IB: I am convinced that being part of a small community, like Malta, provides the opportunity to be nearer to the people, to listen to people and to their real needs, and to be able to take action to respond promptly and efficiently to them. The same applies to foreign investors; we are only a phone call away. Being a small country makes it easier to make things happen faster — meeting companies that are willing to invest in our country is a normal part of our course of work and I regularly receive requests for meetings with companies looking to invest. This agility can only be found in small administrations. This government believes in strong and healthy public and non-governmental organization participation. We are willing to put ideas on the table and discuss, and that is what we are doing. Be it for land administration, transport planning, connecting the islands of Malta and Gozo, or better planning, for example.
PR: Can you comment on the government’s public and private transport initiatives?
IB: This is a complex issue — there is no single solution for such a densely populated island state. Our public transport is carrying more than 3.5 million passengers a year. We have to improve and increase this capacity, while at the same time working to create further transport systems. We are encouraging our authorities to do more, especially in marine transportation, for example, the ferries. We have a thriving ferry system between Cottonera, Valletta and Sliema. 62,000 passengers were carried on our ferries in 2012 — 1.6 million was the final figure for 2018. It is imperative that we combine our advances with e-motor vehicles. However, we have to be realistic about our culture — most Maltese people like their cars. We need to offer incentives, which we started doing a couple of years ago. We are currently providing free public transport to young people and offering incentives for switching to cleaner transport, such as no registration tax and up to almost $7,900 when people switch to an electric vehicle.
We are investing in the infrastructure that supports electric vehicles but I still believe that the electrification of the transport system is a market-driven scenario. People are still waiting for electric vehicles to have improved designs, longer-lasting batteries and lower prices. So, it is not only about the government giving out incentives, it is also about the automobile industry doing its part. And products are already improving.
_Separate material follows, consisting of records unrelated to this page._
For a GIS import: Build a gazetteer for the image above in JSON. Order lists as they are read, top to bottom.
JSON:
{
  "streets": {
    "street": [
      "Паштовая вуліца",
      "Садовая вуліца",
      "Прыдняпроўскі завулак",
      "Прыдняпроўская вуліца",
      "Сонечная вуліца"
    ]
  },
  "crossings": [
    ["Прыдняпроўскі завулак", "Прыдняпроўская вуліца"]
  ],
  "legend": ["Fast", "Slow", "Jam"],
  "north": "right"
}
PR: In 2018 more than $67 million was spent on road infrastructure, which will rise to about $113 million in 2019, as part of a seven-year plan. Can you provide more insight into this strategy?
IB: We would like to resurface all our roads, especially the residential ones. Local councils had responsibility for their upkeep but were not equipped with the right resources. The government decided to take on the responsibility, share the burden, and set up an infrastructure agency to carry out the works within seven years. We have achieved considerable economic success, tourism is booming, and people want to work and live in Malta. It is, therefore, imperative that we ensure that no part of the island is neglected. For this reason, the government is actively intervening to improve our infrastructure. We strongly believe that infrastructure is one of the pillars of any country’s economy and so we are committed towards an improved infrastructure for our country for the bene t of our communities.